» INSTRUCTIONS TO FOLLOW
For every line that contains the string "inset", pull that line out of the material below.

» DATA UNDER STUDY
★ ★ ★ ★ ★ ★ ★
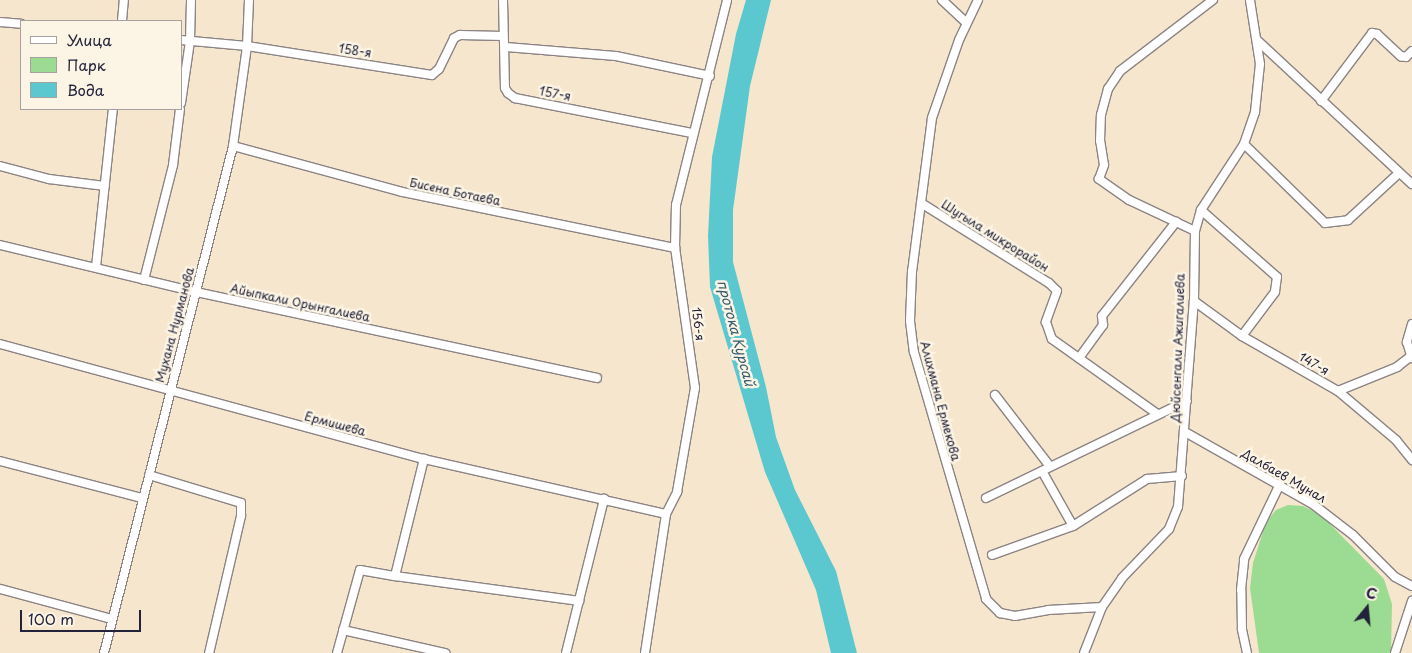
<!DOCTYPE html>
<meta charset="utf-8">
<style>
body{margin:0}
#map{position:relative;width:1412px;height:653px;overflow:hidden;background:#f6e6cd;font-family:"Playpen Sans",sans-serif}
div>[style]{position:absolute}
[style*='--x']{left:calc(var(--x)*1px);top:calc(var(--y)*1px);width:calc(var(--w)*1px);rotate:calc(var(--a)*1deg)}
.green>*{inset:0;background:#9cdc92}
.water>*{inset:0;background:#5bc8cf}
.roads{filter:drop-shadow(1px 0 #8c8484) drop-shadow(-1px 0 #8c8484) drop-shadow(0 1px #8c8484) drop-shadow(0 -1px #8c8484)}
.street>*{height:8px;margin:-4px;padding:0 4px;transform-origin:4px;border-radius:4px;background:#fff}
span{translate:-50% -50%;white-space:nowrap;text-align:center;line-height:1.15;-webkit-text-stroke:5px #fcf5e5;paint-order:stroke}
.street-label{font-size:12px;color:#22223b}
.water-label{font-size:14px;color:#365c6f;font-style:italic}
.legend{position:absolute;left:20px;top:20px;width:162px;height:90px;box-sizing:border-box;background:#fcf5e5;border:1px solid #a5a1a1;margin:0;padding:6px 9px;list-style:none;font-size:15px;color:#22223b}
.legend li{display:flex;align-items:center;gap:10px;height:25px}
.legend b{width:25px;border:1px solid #a5a1a1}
.north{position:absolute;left:1342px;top:583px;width:50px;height:50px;-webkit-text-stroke:4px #fcf5e5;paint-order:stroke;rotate:17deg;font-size:14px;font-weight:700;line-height:20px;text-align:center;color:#22223b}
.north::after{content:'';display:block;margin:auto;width:18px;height:22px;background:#22223b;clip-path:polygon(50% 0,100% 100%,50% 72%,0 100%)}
.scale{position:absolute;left:20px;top:610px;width:121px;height:22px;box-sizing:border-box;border:2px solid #22223b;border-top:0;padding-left:6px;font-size:15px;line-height:18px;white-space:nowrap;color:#22223b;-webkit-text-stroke:4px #fcf5e5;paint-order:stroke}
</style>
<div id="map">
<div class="green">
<i style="clip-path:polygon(1288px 505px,1303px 506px,1321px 515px,1384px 579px,1392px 604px,1391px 653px,1259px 653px,1250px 588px,1253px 563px,1266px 522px,1276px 510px)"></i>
</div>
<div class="water">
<i style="clip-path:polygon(746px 0,771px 0,750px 86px,733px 210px,733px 262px,766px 387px,776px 437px,795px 490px,836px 571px,857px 653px,831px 653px,816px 590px,765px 472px,710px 287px,708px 236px,712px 157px,736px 34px)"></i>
</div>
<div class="roads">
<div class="street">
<i style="--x:503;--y:0;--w:88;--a:88.7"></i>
<i style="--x:505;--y:88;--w:6;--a:59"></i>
<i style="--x:508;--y:93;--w:9;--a:36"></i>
<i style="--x:515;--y:98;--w:180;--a:11.2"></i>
<i style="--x:942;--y:0;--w:33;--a:43"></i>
<i style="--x:978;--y:0;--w:44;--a:115.4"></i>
<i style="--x:959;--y:40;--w:83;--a:109.1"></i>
<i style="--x:932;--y:118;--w:154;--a:97.4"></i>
<i style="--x:912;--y:271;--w:50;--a:92.3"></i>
<i style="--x:910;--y:321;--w:31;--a:83"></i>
<i style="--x:914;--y:352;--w:257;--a:73.7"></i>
<i style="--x:986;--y:599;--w:20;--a:45"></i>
<i style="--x:1000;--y:613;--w:15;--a:11"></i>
<i style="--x:1015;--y:616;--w:34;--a:-10"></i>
<i style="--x:1048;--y:610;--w:54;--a:-3.2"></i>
<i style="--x:122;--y:21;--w:21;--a:-85"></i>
<i style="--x:0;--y:22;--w:21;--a:5"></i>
<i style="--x:181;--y:40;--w:66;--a:5.2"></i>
<i style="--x:247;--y:46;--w:187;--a:8.9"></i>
<i style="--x:432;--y:75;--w:9;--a:-41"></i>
<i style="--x:439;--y:69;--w:34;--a:-64"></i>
<i style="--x:454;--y:38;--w:7;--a:-27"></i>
<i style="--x:460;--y:35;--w:43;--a:1.3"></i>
<i style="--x:1258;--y:41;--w:210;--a:42.9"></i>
<i style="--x:506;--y:47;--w:110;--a:4.7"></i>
<i style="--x:616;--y:56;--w:96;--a:12"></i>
<i style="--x:1321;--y:101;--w:85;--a:-53.1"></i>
<i style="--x:1372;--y:33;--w:5;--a:11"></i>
<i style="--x:1377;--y:34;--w:33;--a:43"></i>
<i style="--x:1401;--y:56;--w:5;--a:11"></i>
<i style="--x:1406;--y:57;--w:8;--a:-45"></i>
<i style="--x:181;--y:103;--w:63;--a:-81.7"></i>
<i style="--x:190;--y:41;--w:41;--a:-88.6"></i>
<i style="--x:1244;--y:144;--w:113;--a:44.3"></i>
<i style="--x:1325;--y:223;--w:23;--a:-7"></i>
<i style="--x:1348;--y:220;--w:69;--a:-42.7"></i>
<i style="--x:233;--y:146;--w:175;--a:15.2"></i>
<i style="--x:402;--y:192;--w:279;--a:11.6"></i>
<i style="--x:0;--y:166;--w:51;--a:14.9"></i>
<i style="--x:49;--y:179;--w:56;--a:7.1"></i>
<i style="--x:921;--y:203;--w:151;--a:32"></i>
<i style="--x:1049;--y:283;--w:11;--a:45"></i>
<i style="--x:1057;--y:291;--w:33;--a:110"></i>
<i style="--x:1046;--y:322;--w:18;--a:71"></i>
<i style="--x:1052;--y:339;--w:128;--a:35.4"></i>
<i style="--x:1201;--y:210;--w:101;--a:41.4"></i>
<i style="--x:1277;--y:277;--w:15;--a:98"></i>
<i style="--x:1275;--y:292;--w:55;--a:126.9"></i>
<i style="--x:1195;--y:231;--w:73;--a:-154.8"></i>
<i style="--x:1129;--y:200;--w:37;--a:-145"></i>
<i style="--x:1099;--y:179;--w:15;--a:-70"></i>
<i style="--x:1104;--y:165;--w:24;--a:-99"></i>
<i style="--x:1100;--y:141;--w:26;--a:-88"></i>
<i style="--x:1101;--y:115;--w:27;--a:-75"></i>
<i style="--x:1108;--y:89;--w:22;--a:-56"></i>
<i style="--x:1120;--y:71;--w:117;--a:-37.4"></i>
<i style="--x:0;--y:245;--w:202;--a:13.5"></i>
<i style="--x:196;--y:292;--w:410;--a:12.1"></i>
<i style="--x:96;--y:267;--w:159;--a:-83.9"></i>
<i style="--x:144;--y:280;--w:119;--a:-75.8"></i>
<i style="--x:173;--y:165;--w:56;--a:-82.9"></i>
<i style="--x:1194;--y:301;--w:59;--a:36.1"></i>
<i style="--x:1242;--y:336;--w:111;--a:29.8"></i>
<i style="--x:1338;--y:391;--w:76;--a:40.2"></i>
<i style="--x:1396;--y:440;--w:26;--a:51"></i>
<i style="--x:1412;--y:324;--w:19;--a:106"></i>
<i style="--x:1407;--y:342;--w:17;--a:73"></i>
<i style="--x:0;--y:344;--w:439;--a:15.2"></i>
<i style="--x:424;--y:459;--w:248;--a:12.8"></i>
<i style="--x:1079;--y:358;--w:41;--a:-54"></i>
<i style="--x:1103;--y:325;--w:9;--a:-96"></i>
<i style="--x:1102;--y:316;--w:120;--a:-51.8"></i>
<i style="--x:1338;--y:391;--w:64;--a:-22.1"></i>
<i style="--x:1397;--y:367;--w:18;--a:-38"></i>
<i style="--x:995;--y:395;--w:88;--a:52.4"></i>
<i style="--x:1185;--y:432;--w:148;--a:29.5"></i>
<i style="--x:1314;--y:505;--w:49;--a:37.6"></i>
<i style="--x:1353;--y:535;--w:59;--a:45"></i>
<i style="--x:1395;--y:577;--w:19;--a:28"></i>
<i style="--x:0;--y:461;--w:147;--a:14.6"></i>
<i style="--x:1042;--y:471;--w:63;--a:60.6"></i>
<i style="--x:149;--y:475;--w:96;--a:16.9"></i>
<i style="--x:241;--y:503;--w:13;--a:90"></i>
<i style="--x:241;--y:516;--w:141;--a:103.1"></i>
<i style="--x:986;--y:498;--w:223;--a:-25.8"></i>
<i style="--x:992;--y:555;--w:86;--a:-19.7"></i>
<i style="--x:1073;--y:526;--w:88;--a:-32.4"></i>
<i style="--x:1147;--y:479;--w:35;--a:-5"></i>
<i style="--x:395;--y:576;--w:186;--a:7.7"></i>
<i style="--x:0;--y:589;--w:116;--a:15"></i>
<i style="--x:343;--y:630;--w:105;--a:12.7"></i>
<i style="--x:104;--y:653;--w:523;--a:-75.72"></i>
<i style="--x:233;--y:146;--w:101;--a:-82"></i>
<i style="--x:247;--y:46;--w:46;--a:-87.5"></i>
<i style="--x:337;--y:653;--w:86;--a:-74.5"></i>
<i style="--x:360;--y:570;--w:36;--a:10"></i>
<i style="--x:395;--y:576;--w:121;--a:-76.1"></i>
<i style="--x:566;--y:653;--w:159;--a:-76.1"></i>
<i style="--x:645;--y:653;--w:141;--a:-81.4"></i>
<i style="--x:666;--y:514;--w:25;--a:-63"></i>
<i style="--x:677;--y:492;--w:106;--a:-80.2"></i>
<i style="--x:695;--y:388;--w:141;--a:-98.1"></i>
<i style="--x:675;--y:248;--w:43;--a:-88.7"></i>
<i style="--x:676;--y:205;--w:211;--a:-76"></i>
<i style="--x:1084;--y:653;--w:49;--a:-68.6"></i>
<i style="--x:1102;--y:607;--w:35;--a:-55"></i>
<i style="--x:1122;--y:578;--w:68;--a:-46.2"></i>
<i style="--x:1169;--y:529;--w:24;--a:-68"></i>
<i style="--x:1178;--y:507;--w:207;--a:-85.6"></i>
<i style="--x:1194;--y:301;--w:70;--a:-89.2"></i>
<i style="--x:1195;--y:231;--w:22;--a:-74"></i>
<i style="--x:1201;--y:210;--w:79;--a:-56.9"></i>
<i style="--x:1244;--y:144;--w:34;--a:-71"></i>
<i style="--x:1255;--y:112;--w:48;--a:-84.1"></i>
<i style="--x:1260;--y:64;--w:65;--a:-98.9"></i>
<i style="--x:1247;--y:653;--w:25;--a:-102"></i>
<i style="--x:1242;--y:629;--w:39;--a:-91"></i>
<i style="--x:1241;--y:590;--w:31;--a:-84"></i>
<i style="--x:1244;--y:559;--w:83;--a:-64.4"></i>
<i style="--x:1395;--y:653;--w:55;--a:-71.9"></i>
</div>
</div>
<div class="street-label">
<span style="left:355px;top:51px;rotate:9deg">158-я</span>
<span style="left:555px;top:94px;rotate:11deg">157-я</span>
<span style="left:455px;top:192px;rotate:12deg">Бисена Ботаева</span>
<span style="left:995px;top:236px;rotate:32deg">Шугыла микрорайон</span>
<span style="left:300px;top:303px;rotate:12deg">Айыпкали Орынгалиева</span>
<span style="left:698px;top:324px;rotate:83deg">156-я</span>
<span style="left:175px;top:325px;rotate:-75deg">Мухана Нурманова</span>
<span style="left:1178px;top:348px;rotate:-88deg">Дюйсенгали Ажигалиева</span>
<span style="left:1314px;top:364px;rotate:30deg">147-я</span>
<span style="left:940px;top:401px;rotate:75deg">Алихмана Ермекова</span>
<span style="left:335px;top:424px;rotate:15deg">Ермишева</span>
<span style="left:1284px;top:476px;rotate:30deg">Далбаев Мунал</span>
</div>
<div class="water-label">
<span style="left:736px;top:333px;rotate:75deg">протока Курсай</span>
</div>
<ul class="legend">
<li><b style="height:6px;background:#fff"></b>Улица</li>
<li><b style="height:14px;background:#9cdc92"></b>Парк</li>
<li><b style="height:14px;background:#5bc8cf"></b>Вода</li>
</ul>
<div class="north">С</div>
<div class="scale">100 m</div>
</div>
★ ★ ★ ★ ★ ★ ★
» YOUR SOLUTION
.green>*{inset:0;background:#9cdc92}
.water>*{inset:0;background:#5bc8cf}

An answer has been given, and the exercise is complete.